# I'm not a single mum nomore!



## Laura2919

I cannot believe I am writing this lol! 

But me and FOB are trying again :wacko: !!
You all may be rolling your eyes and saying no Laura dont do it but we had a really long chat and we realised we done a lot of things to hurt one another and I thought I didnt love him by thinking I hated him and the same for him. After a long chat we realised how stupid we have both been about it all and we are taking things slow. 

I am moving next week finally so thats my fresh start. Just me and the girls and he can earn his time back! lol. 

I know you must all be going oh noooo! But I hope I have your support ladies!! 

:kiss:


----------



## billy2mm

im new here and so i dont know the history but if you feel its the right thing to do go for it and take it slow!

by saying he has to earnhis time back it sounds to me like you have your head screwed on the right way!


----------



## whoops

I'm happy for you. I've read some of your other threads, and I did feel that because you were so angry at him, you still did care about him. If you were indifferent, it would have been a different story.

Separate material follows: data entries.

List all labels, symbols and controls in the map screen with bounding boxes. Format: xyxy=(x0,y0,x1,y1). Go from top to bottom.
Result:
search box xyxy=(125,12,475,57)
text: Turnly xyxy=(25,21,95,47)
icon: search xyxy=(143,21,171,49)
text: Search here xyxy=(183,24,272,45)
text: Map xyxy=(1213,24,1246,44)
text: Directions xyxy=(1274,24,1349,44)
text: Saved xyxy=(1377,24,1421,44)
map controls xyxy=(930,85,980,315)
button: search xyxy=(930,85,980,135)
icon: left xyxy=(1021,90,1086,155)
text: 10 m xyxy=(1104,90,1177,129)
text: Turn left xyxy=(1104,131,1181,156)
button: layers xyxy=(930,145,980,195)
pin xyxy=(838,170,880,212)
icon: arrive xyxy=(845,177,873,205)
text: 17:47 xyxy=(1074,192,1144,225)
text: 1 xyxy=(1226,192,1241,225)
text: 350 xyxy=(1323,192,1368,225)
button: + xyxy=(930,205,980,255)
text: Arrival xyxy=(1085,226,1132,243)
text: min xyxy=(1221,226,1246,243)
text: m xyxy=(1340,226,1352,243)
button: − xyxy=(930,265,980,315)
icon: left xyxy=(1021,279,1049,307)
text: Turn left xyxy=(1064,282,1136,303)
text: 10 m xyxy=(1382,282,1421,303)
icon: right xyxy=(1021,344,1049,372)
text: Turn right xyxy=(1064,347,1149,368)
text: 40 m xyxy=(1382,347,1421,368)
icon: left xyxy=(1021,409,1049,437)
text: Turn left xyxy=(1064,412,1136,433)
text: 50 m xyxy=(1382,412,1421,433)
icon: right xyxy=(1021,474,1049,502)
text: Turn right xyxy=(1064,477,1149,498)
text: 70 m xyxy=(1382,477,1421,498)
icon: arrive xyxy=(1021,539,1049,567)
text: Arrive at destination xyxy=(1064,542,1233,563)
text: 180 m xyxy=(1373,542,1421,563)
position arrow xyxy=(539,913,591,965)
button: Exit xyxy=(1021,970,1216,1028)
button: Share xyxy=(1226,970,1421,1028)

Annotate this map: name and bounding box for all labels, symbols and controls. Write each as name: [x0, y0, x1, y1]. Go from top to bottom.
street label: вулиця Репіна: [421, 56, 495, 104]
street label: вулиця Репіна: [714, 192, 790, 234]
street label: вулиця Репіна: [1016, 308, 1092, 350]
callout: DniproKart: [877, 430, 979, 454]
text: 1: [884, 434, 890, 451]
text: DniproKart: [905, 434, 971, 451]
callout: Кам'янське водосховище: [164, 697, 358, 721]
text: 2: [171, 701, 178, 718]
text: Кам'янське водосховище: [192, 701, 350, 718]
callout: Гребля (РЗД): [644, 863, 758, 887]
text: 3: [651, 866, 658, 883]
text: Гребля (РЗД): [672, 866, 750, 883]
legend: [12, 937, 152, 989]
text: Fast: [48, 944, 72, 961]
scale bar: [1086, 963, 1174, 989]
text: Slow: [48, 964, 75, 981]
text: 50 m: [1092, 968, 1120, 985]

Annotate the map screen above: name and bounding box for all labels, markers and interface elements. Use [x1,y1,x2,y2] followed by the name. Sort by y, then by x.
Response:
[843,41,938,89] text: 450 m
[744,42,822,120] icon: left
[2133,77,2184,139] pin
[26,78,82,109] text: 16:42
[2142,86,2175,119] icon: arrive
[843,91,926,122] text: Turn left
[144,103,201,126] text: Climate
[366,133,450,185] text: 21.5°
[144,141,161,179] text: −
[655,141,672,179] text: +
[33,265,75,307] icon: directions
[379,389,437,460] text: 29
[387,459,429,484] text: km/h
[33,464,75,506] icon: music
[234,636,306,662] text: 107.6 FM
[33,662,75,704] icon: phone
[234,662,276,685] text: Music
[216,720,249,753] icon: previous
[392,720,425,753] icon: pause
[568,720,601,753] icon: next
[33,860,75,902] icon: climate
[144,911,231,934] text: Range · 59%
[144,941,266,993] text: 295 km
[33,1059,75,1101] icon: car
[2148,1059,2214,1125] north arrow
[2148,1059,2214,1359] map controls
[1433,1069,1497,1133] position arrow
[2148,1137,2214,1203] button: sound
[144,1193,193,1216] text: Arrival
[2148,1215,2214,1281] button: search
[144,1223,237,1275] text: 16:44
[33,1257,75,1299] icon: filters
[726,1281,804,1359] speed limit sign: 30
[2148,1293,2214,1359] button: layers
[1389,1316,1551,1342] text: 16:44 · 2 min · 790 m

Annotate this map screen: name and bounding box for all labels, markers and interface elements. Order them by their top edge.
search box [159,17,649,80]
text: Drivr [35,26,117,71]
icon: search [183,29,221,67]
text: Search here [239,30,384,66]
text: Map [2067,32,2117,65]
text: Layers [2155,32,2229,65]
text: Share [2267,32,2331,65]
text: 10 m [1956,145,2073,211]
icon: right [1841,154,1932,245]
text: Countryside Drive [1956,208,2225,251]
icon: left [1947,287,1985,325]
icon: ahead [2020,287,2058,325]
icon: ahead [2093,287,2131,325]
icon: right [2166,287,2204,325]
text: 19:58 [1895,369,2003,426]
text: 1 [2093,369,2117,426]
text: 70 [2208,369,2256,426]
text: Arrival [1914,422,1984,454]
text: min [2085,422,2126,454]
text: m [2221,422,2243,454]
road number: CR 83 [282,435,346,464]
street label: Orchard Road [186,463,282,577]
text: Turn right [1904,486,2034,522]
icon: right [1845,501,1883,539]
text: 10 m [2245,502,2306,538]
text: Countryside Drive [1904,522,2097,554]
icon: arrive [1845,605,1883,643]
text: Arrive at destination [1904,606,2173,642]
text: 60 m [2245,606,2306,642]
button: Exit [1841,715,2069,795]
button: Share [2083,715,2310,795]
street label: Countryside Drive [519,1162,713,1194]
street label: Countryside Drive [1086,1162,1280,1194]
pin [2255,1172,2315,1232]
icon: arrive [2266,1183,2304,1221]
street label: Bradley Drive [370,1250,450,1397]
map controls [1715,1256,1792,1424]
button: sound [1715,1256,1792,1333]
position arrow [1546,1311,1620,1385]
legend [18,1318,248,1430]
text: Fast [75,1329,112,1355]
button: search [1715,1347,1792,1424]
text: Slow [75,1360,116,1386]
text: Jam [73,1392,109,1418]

Just take things slowly, and best of luck! x


----------



## whoops

Stupid site posting twice! :blush:


----------



## laylasmommy

I support you. 

I'm doing the same thing and luckily we won't be living together so we can actually take things really slow.


----------



## scottishgal89

you know im always here for you :)
i was so so shocked when i read this though!!!
i hope he gets his act together for you and the girls
:hugs:


----------



## sweetlullaby

:rofl: All I seen was the thread title and scottishgal89 underneath it and went say waaaaa?? :haha: 

But :hugs: Hopefully things work out ok! And take things slow :)


----------



## suzanne108

Oooh good luck!!

:hugs: xxx


----------



## lou_w34

I hope everything goes well for you :hugs:

xxx


----------



## Aidedhoney

Good Luck hun xxx

I hope it works out for you guys, 

xxx


----------



## AppleBlossom

Hope it works out for you :) x


----------



## scottishgal89

sweetlullaby said:


> :rofl: All I seen was the thread title and scottishgal89 underneath it and went say waaaaa?? :haha:



:rofl:


----------



## Laura2919

Lol. 
Thanks ladies! I think its definitely worth a shot. Why should be both be miserable when we can be happy! We have a lot to work on but if we truly belong together we can work on them! 
We wont be living together, Im gonna have my flat and he is gonna be with his mum! 
He popped in today to see us and we are going for dinner tomorrow night just me and him. 
I am happy about it so yes. I was also shocked writing it but hey ho! lol 

Thanks girls. Means a lot xx


----------



## bloodbinds

Oh hun that is so great! I really hope you can make a good go of it! :-D Best of luck to you! Though will miss seeing you around these parts! Don't be a stranger and keep us updated xx


----------



## surprisebaby

i'm really happy for u. good luck! xxxx


----------



## Linz88

This made me LOL Its so funny how one min we can hate dere guts n a next min we can love dem! Im so happy for u- im glad u can be a family! Good luck hun xxxx


----------



## mummy_ellie09

Aww hope things work out for u xx :hug:


----------



## scottishgal89

enjoy your dinner!!
hope you have a good time xx


----------



## Laura2919

Thanks girls. Im hanging around for a bit! You never know whats gonna happen. Plus I have my secret gift to send! I am sending it this afternoon!


----------



## expecting09

Good luck sweetie, I'm glad to see your taking things slow aswell. He has a lot of making up to do! xx


----------



## Jem_x3

I was wondering why he was commenting on your FB so much.. I'm totally not a stalker :blush: I'm happy for you - I hope it all works out. They can't all be complete assholes right? lol xx


----------



## Laura2919

Haha! Im gonna post on here still. I love you girlies! I want to still catch up with you all do you mind???


----------



## frankyzw

Wishing you the best Laura. It would really be great for you two and your girls to be a family again. Hope you'll still pop in here to check on us!

xxx


----------



## sweetlullaby

Course you can still post here :rofl:


----------



## Laura2919

Lol good! :rofl: I still want to see how your all getting on!!!


----------



## surprisebaby

so glad you've got a happy ending :flower: x


----------



## littlekitten8

Aww good luck hun. Hope it all works out for you :)


----------



## scottishgal89

have u got an update from your dinner hun?
tried to catch u on msn but you've not been on when i am
xxx


----------



## Laura2919

Hey, Yeah it all went good. Sorry I havent been on I have been sorting out my flat. Finally got the keys yesterday so I am happy about that! Everything is going good, we talked a lot about everything and he really wants to make it work!


----------



## sweetlullaby

Yay!!! On getting the keys to your flat!! I have to wait a few weeks :( no fair lol the contractors are still working lol


----------



## scottishgal89

im glad you both got on well!!
just saw your status. have fun decorating!!!
i finished painting lo's room yest :)


----------



## Laura2919

OMG! I have been at the flat all day and all we done was strip 2 windows and paint the bathroom! Not even finished the bathroom yet! There is so much work! Really infuriates me because they couldnt keep it clean and now I am paying the price lol! Cost me an absolute fortune trying to clear it out!


----------



## carolyn_s

good luck hun.xx


----------



## scottishgal89

just think about what it will be like after, will be worth it when its all sorted :hugs:


----------